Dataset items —
'''

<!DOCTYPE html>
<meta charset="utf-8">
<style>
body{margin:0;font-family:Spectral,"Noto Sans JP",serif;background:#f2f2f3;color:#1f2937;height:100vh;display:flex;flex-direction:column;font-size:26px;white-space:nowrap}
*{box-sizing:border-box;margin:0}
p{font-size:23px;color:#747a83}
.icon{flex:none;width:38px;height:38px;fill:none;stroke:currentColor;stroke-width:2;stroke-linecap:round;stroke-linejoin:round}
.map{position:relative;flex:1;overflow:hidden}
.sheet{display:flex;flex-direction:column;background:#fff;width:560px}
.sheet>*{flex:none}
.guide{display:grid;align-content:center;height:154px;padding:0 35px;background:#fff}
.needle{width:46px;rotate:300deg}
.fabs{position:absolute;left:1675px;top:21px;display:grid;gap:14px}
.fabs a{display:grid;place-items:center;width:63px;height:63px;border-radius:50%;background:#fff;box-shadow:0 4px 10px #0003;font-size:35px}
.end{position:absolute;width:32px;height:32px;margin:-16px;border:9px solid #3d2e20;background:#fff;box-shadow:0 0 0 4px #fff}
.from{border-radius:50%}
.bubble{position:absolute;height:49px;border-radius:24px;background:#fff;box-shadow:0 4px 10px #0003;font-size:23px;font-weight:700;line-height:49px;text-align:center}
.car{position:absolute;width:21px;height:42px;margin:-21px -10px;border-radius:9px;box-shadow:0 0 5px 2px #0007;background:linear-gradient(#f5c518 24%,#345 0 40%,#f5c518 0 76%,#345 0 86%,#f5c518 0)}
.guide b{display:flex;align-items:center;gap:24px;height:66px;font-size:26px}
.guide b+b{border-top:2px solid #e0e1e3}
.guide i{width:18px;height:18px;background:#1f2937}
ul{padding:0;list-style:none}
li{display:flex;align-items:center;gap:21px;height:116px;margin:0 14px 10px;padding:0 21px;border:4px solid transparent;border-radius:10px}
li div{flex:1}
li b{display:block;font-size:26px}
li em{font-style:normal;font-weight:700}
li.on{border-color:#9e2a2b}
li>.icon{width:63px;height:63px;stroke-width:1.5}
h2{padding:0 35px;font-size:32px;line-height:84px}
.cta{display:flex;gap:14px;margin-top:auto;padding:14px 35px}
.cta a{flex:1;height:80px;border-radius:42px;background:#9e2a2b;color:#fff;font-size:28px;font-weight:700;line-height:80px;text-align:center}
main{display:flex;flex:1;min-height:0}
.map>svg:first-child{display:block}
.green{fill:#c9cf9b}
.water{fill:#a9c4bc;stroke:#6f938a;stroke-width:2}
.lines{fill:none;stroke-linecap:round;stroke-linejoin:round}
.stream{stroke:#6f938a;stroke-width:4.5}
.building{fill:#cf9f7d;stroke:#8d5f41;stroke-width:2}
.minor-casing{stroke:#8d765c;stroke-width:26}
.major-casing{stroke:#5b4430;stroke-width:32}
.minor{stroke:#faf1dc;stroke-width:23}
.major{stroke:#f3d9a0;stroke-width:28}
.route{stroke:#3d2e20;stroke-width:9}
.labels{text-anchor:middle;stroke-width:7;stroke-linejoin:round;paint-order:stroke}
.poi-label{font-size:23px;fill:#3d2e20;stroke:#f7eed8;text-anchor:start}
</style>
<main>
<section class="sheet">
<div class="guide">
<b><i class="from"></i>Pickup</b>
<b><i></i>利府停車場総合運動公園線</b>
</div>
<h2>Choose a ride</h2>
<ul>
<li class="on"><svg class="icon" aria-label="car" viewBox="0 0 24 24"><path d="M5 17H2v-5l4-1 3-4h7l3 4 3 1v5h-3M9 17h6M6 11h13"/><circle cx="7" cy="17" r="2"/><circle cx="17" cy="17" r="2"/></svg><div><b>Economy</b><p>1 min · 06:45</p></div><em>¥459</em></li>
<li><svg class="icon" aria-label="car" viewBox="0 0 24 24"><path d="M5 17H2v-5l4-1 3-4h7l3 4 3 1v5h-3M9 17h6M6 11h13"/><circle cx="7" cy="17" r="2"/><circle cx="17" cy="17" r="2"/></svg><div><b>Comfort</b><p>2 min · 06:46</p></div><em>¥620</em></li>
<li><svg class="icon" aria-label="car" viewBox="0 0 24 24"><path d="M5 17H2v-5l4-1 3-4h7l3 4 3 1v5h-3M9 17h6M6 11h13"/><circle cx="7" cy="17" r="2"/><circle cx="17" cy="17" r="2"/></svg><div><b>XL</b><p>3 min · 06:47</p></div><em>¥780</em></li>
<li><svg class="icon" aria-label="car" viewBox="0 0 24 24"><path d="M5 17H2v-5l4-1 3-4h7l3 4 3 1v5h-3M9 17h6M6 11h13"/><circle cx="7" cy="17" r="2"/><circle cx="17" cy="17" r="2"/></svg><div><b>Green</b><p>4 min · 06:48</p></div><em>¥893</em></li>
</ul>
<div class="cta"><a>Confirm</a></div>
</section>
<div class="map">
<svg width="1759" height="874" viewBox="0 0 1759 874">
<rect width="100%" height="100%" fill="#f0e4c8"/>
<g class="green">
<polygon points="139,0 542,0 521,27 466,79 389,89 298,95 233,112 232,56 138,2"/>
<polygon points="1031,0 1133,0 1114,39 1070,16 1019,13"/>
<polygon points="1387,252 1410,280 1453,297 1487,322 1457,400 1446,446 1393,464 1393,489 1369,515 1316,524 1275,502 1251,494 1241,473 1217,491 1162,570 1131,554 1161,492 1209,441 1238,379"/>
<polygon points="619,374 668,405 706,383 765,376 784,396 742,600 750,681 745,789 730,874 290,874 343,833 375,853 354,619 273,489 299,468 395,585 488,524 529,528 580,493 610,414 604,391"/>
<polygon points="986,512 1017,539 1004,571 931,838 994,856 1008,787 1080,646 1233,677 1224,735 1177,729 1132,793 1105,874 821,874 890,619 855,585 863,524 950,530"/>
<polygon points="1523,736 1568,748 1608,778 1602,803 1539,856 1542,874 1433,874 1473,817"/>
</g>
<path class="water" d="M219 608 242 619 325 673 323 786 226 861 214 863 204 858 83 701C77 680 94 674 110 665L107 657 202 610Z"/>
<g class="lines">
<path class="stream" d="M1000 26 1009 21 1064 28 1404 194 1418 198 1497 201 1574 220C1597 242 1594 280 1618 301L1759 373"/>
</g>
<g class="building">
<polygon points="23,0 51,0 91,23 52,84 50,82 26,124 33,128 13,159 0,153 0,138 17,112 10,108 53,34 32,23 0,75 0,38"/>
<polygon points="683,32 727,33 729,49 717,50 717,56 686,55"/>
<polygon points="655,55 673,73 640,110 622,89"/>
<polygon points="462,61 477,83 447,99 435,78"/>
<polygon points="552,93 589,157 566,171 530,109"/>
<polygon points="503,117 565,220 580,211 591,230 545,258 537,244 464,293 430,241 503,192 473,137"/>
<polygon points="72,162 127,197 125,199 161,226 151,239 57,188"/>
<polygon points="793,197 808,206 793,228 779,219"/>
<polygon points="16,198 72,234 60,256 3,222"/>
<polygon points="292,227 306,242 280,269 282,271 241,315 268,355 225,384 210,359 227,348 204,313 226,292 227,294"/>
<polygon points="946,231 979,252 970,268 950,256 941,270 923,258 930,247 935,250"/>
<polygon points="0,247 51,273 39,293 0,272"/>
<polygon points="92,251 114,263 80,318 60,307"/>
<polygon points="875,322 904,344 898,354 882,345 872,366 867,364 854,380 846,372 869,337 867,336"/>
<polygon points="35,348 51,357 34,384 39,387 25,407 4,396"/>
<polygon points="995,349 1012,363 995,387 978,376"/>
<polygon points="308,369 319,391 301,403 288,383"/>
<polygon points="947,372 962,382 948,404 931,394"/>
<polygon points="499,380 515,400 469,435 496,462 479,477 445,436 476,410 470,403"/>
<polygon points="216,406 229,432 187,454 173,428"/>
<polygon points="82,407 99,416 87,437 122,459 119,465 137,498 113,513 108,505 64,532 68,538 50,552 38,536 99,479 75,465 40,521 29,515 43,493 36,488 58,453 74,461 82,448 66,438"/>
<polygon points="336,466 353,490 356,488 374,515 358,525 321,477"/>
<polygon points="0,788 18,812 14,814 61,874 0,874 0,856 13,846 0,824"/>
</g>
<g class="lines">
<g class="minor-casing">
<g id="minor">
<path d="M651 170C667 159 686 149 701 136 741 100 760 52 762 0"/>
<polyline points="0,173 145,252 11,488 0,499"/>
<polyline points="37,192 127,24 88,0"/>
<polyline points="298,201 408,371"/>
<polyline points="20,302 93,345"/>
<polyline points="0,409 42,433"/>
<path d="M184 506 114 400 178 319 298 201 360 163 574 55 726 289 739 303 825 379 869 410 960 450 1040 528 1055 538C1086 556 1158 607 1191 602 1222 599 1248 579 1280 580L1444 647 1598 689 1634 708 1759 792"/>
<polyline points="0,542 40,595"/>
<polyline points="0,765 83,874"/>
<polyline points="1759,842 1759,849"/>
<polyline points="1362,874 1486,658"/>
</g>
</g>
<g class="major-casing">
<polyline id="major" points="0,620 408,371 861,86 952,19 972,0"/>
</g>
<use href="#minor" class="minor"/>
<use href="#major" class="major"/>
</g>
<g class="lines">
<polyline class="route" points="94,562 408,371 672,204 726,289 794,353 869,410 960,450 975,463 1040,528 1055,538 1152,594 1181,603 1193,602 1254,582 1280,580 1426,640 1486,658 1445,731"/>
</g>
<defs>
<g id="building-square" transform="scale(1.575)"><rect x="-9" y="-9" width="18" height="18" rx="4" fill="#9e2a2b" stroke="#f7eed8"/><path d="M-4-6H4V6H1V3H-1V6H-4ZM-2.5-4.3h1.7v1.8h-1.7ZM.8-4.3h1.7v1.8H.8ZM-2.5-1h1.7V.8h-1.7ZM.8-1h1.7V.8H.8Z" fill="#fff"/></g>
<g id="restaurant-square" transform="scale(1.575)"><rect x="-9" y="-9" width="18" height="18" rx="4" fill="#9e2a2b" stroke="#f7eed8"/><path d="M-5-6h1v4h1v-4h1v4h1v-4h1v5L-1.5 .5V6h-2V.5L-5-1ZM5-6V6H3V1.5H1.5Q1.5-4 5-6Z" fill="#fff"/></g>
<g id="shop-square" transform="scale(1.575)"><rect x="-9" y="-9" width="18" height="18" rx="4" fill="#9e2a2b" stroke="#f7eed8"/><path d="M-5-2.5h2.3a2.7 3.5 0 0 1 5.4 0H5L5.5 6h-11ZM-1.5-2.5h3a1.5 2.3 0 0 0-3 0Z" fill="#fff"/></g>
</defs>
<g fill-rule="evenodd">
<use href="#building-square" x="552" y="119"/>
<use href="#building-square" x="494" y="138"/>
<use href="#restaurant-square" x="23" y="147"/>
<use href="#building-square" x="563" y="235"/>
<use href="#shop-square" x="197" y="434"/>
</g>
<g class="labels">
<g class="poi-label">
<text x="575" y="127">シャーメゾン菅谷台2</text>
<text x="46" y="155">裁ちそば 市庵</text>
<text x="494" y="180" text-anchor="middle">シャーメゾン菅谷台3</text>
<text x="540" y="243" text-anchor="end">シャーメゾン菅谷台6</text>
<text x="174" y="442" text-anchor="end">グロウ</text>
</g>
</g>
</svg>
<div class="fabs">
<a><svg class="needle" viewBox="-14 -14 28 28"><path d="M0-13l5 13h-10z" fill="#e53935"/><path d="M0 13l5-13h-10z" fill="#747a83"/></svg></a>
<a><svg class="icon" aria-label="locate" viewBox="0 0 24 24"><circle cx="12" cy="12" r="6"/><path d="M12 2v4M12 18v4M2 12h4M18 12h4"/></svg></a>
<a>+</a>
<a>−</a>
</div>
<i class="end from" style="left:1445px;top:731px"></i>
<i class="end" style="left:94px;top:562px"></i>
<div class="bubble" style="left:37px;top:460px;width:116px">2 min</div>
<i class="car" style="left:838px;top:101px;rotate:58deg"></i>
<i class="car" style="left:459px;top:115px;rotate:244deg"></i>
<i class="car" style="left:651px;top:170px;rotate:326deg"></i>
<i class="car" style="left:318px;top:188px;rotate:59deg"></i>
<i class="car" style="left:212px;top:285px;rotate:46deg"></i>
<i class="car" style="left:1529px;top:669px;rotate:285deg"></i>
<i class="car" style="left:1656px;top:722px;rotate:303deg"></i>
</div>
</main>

'''

WHAT THE TASK REQUIRES — In the records above, find each line with the string "none" and list it.

SOLUTION FOR THIS TASK —
.icon{flex:none;width:38px;height:38px;fill:none;stroke:currentColor;stroke-width:2;stroke-linecap:round;stroke-linejoin:round}
.sheet>*{flex:none}
ul{padding:0;list-style:none}
.lines{fill:none;stroke-linecap:round;stroke-linejoin:round}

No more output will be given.